One of the long-term concerns post heart transplant is CAD. (Coronary artery disease). As the new heart is no longer attached to any nerves there would be no angina, no indication there is a problem. The disease which destroyed E’s original heart returns and attacks the transplanted heart in 25% of the patients. There could be kidney disease or many other complications from taking harsh anti rejection drugs and steroids for sixteen years. We packed all these worries with us in our suitcases as we headed off to the Transplant Centre for a thorough exam by the team.
Tests included but were not limited to one where they went in through his leg and took four pieces (small) from his heart (one from each chamber) to biopsy. It took the whole day at the cath lab. E had not been so thoroughly tested since his first anniversary. The guy beside us who went in first, was five years post transplant. His arteries were too blocked. They couldn’t get the needle in to put the dye for the angiogram. Then they took E.
The results? There is no evidence that E is a sixty year old man with a transplanted heart. His arteries, his heart, blood work, kidney function, and weight are that of a fit forty-year old. He is a text-book walking example of the success of solid organ transplant.The longest surviving patient at this point out of our clinic is 30 years and she is still going strong. They see no reason what so ever, at this point to expect any different outcome for E… He will probably out live us all.

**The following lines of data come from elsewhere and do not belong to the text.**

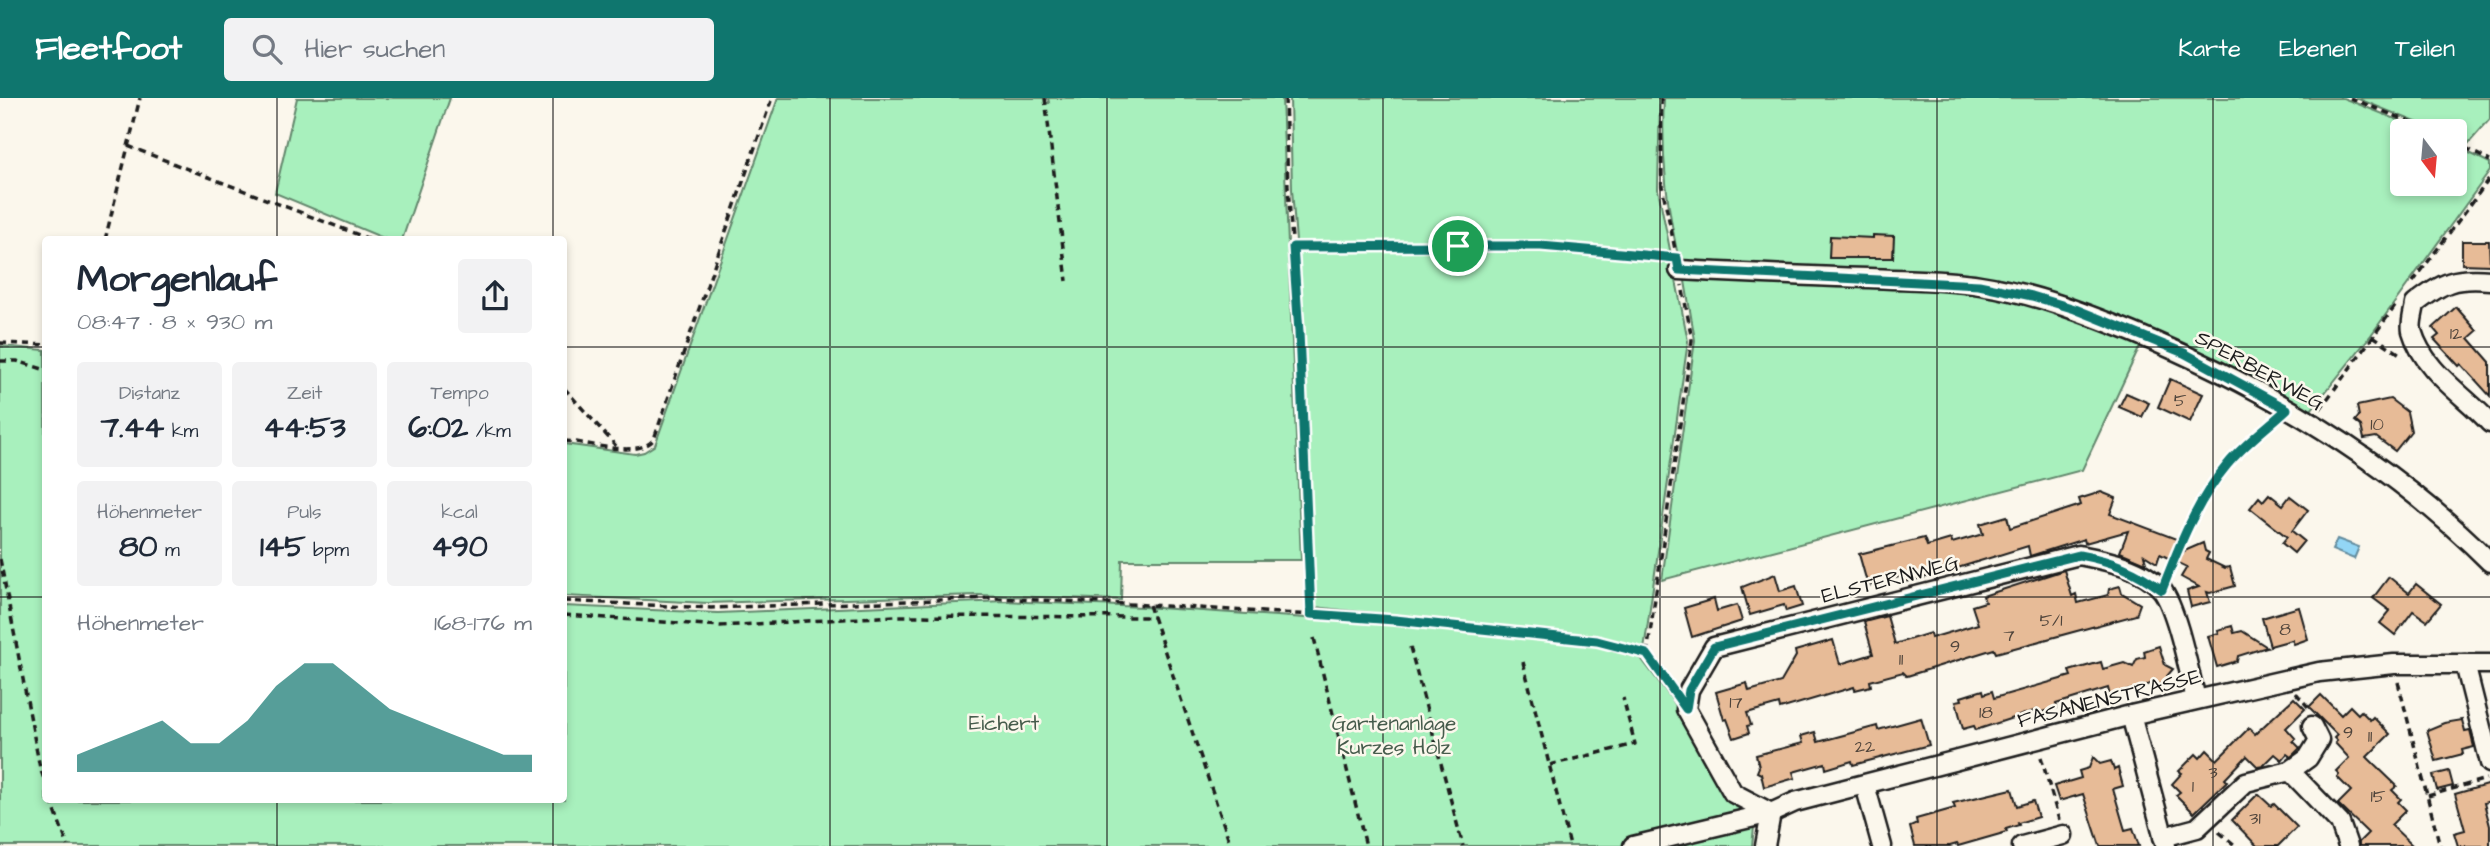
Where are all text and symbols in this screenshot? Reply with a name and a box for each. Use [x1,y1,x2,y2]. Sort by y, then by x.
search box [224,18,714,81]
text: Fleetfoot [35,26,182,72]
icon: search [248,30,286,68]
text: Hier suchen [304,31,445,67]
text: Karte [2178,32,2241,66]
text: Ebenen [2279,32,2357,66]
text: Teilen [2395,32,2455,66]
north arrow [2390,119,2468,196]
map controls [2390,119,2467,196]
pin [1428,216,1488,276]
icon: arrive [1439,227,1477,265]
text: Morgenlauf [77,254,277,306]
button: share [458,259,532,333]
text: 08:47 · 8 × 930 m [77,306,272,338]
house number: 12 [2450,321,2463,346]
street label: SPERBERWEG [2190,323,2330,418]
text: Distanz [119,380,180,407]
text: Zeit [287,380,322,407]
text: Tempo [430,380,489,407]
house number: 5 [2174,388,2187,413]
text: 7.44 [101,407,164,449]
text: 44:53 [263,407,346,449]
text: 6:02 [408,407,468,449]
house number: 10 [2370,412,2384,437]
text: km [164,418,198,445]
text: /km [468,418,511,445]
text: Höhenmeter [97,499,202,526]
text: Puls [287,499,322,526]
text: kcal [441,499,478,526]
text: 80 [119,526,157,568]
text: 145 [260,526,305,568]
text: 490 [431,526,488,568]
text: m [157,537,180,564]
text: bpm [305,537,349,564]
street label: ELSTERNWEG [1818,548,1962,611]
text: Höhenmeter [77,607,204,639]
text: 168–176 m [434,607,532,639]
house number: 5/1 [2039,608,2063,633]
house number: 8 [2279,617,2291,642]
house number: 7 [2003,623,2015,648]
house number: 9 [1950,634,1960,659]
house number: 11 [1899,647,1903,672]
street label: FASANENSTRASSE [2014,662,2204,735]
house number: 17 [1729,690,1743,715]
house number: 18 [1979,700,1993,725]
park label: Eichert [969,709,1040,738]
park label: Gartenanlage Kurzes Holz [1332,709,1456,762]
house number: 9 [2343,720,2353,745]
house number: 11 [2368,724,2372,749]
house number: 22 [1855,734,1876,759]
house number: 3 [2208,760,2218,785]
house number: 1 [2192,774,2194,799]
house number: 15 [2370,784,2386,809]
house number: 31 [2249,806,2261,831]

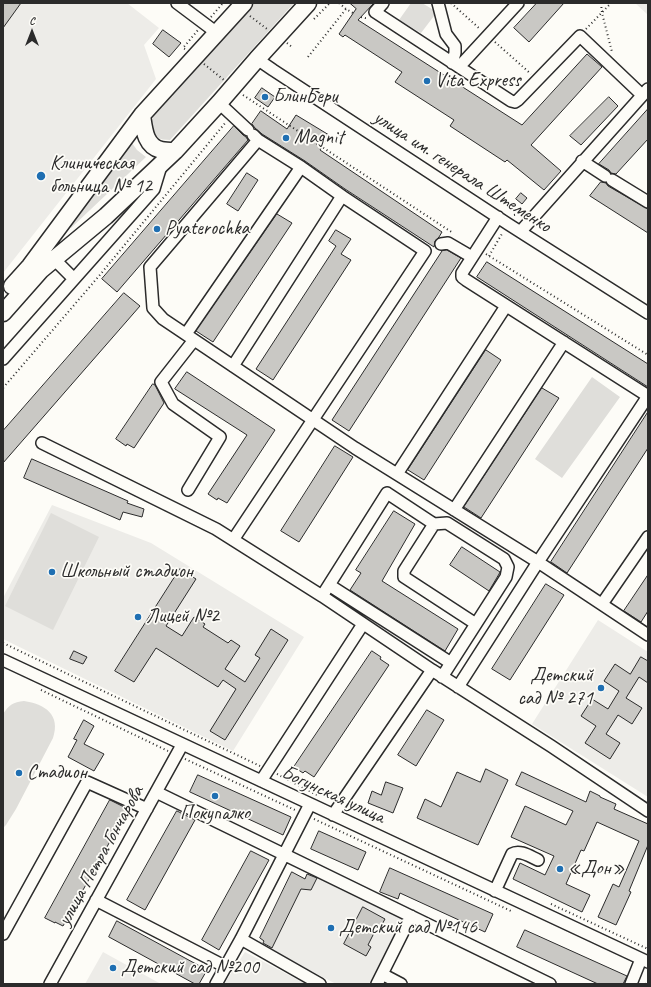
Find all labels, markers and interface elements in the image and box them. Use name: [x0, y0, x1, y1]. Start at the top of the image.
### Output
north arrow: [12, 12, 52, 52]
text: С: [29, 13, 35, 27]
place label: Vita Express: [435, 69, 521, 93]
marker: Vita Express: [422, 76, 432, 86]
place label: БлинБери: [273, 85, 337, 109]
marker: БлинБери: [260, 92, 270, 102]
street label: улица им. генерала Штеменко: [369, 106, 555, 238]
place label: Magnit: [294, 126, 344, 150]
marker: Magnit: [281, 133, 291, 143]
place label: Клиническая больница № 12: [50, 152, 152, 199]
marker: Клиническая больница № 12: [35, 170, 47, 182]
place label: Pyaterochka: [165, 217, 249, 241]
marker: Pyaterochka: [152, 224, 162, 234]
place label: Школьный стадион: [60, 560, 193, 584]
marker: Школьный стадион: [47, 567, 57, 577]
place label: Лицей №2: [146, 605, 219, 629]
marker: Лицей №2: [133, 612, 143, 622]
place label: Детский сад № 271: [518, 664, 593, 711]
marker: Детский сад № 271: [596, 683, 606, 693]
place label: Стадион: [27, 761, 87, 785]
street label: Богунская улица: [278, 761, 388, 829]
marker: Стадион: [14, 768, 24, 778]
street label: улица Петра Гончарова: [53, 782, 149, 930]
marker: Покупалко: [210, 791, 220, 801]
place label: Покупалко: [180, 802, 250, 826]
place label: «Дон»: [568, 857, 625, 881]
marker: «Дон»: [555, 864, 565, 874]
place label: Детский сад №146: [339, 916, 477, 940]
marker: Детский сад №146: [326, 923, 336, 933]
place label: Детский сад №200: [121, 956, 259, 980]
marker: Детский сад №200: [108, 963, 118, 973]

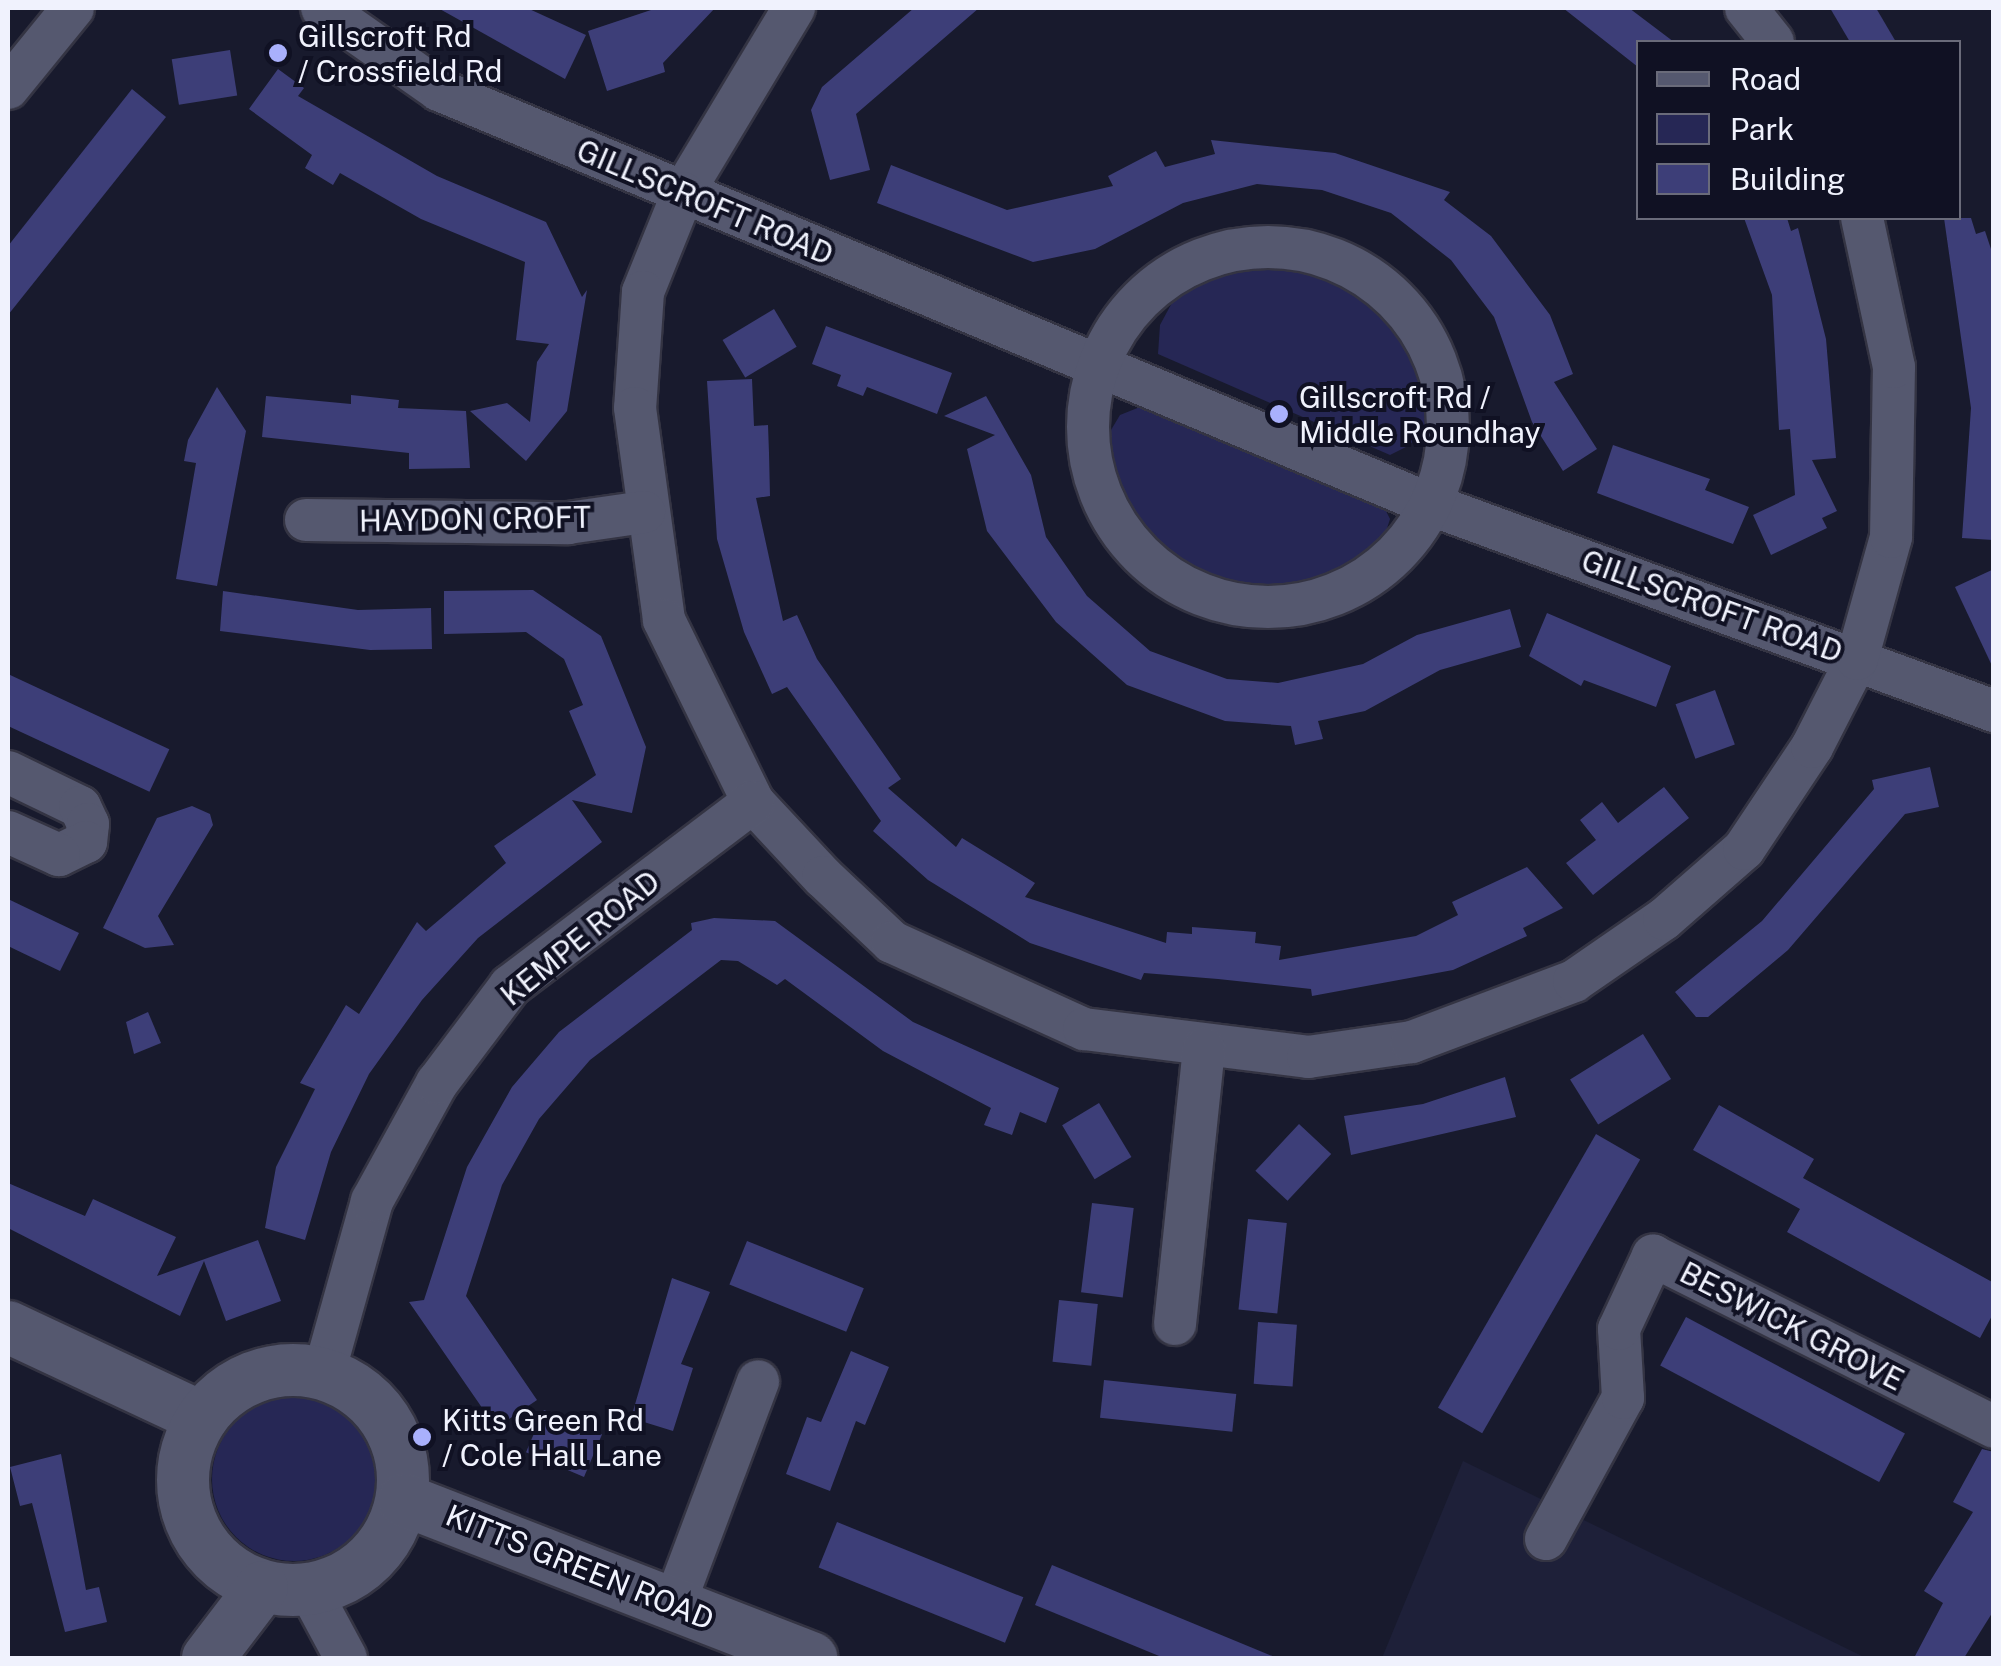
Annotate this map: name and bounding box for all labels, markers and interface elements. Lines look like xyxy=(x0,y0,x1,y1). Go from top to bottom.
place label: Gillscroft Rd / Crossfield Rd xyxy=(298,18,502,88)
legend xyxy=(1636,40,1961,220)
marker: Gillscroft Rd / Crossfield Rd xyxy=(267,42,289,64)
text: Road xyxy=(1730,61,1801,97)
text: Park xyxy=(1730,111,1794,147)
street label: GILLSCROFT ROAD xyxy=(572,132,838,272)
text: Building xyxy=(1730,161,1845,197)
place label: Gillscroft Rd / Middle Roundhay xyxy=(1299,379,1541,450)
marker: Gillscroft Rd / Middle Roundhay xyxy=(1268,403,1290,425)
street label: HAYDON CROFT xyxy=(359,499,591,539)
street label: GILLSCROFT ROAD xyxy=(1577,542,1847,670)
street label: KEMPE ROAD xyxy=(493,863,667,1013)
street label: BESWICK GROVE xyxy=(1674,1254,1910,1398)
place label: Kitts Green Rd / Cole Hall Lane xyxy=(442,1402,662,1472)
marker: Kitts Green Rd / Cole Hall Lane xyxy=(411,1426,433,1448)
street label: KITTS GREEN ROAD xyxy=(441,1497,719,1637)

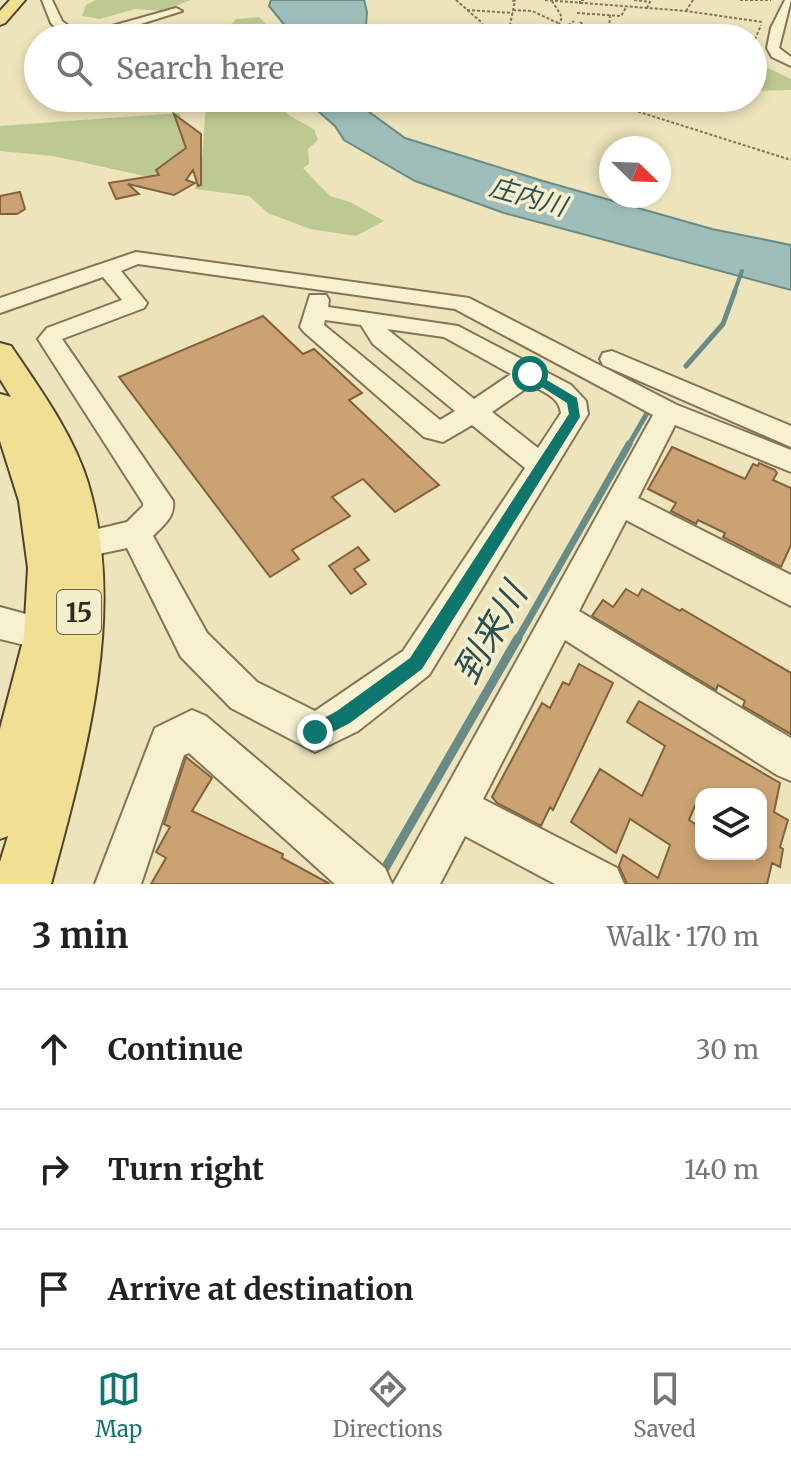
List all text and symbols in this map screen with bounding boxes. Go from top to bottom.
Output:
search box [24,24,767,112]
icon: search [52,46,96,90]
text: Search here [116,49,284,87]
north arrow [599,136,671,208]
water label: 庄内川 [486,169,573,223]
route start [512,356,548,392]
water label: 到来川 [444,572,538,691]
road number: 15 [57,590,101,634]
route end [297,714,333,750]
map controls [695,788,767,860]
button: layers [695,788,767,860]
text: 3 min [32,915,128,957]
text: Walk · 170 m [607,920,759,953]
icon: ahead [32,1027,76,1071]
text: Continue [108,1030,243,1068]
text: 30 m [696,1033,759,1066]
icon: right [32,1147,76,1191]
text: Turn right [108,1150,264,1188]
text: 140 m [684,1153,759,1186]
icon: arrive [32,1267,76,1311]
text: Arrive at destination [108,1270,414,1308]
tab: Map [95,1367,142,1443]
tab: Directions [333,1367,443,1443]
tab: Saved [633,1367,696,1443]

We celebrated with a weekend visiting E’s oldest friend, two hours south of our transplant clinic. For two nights we went to a nearby winery and sat in an outdoor amphitheatre watching Mark Knopfler in concert. We sat on a blanket, with clears skies, wine, cheese, pate and great music. Just before the concert flocks of birds filled the sky behind the stage. Then, multi coloured hot air balloons began to float from right to left. We suspected a unicorn might be next to pass before us. It was magical.
We met with the team at the clinic the morning after the testing to learn the results. The nurse asked E all of the customary questions to anticipate any problems for the Doctor. Are you depressed? Have you started smoking? Do you drink?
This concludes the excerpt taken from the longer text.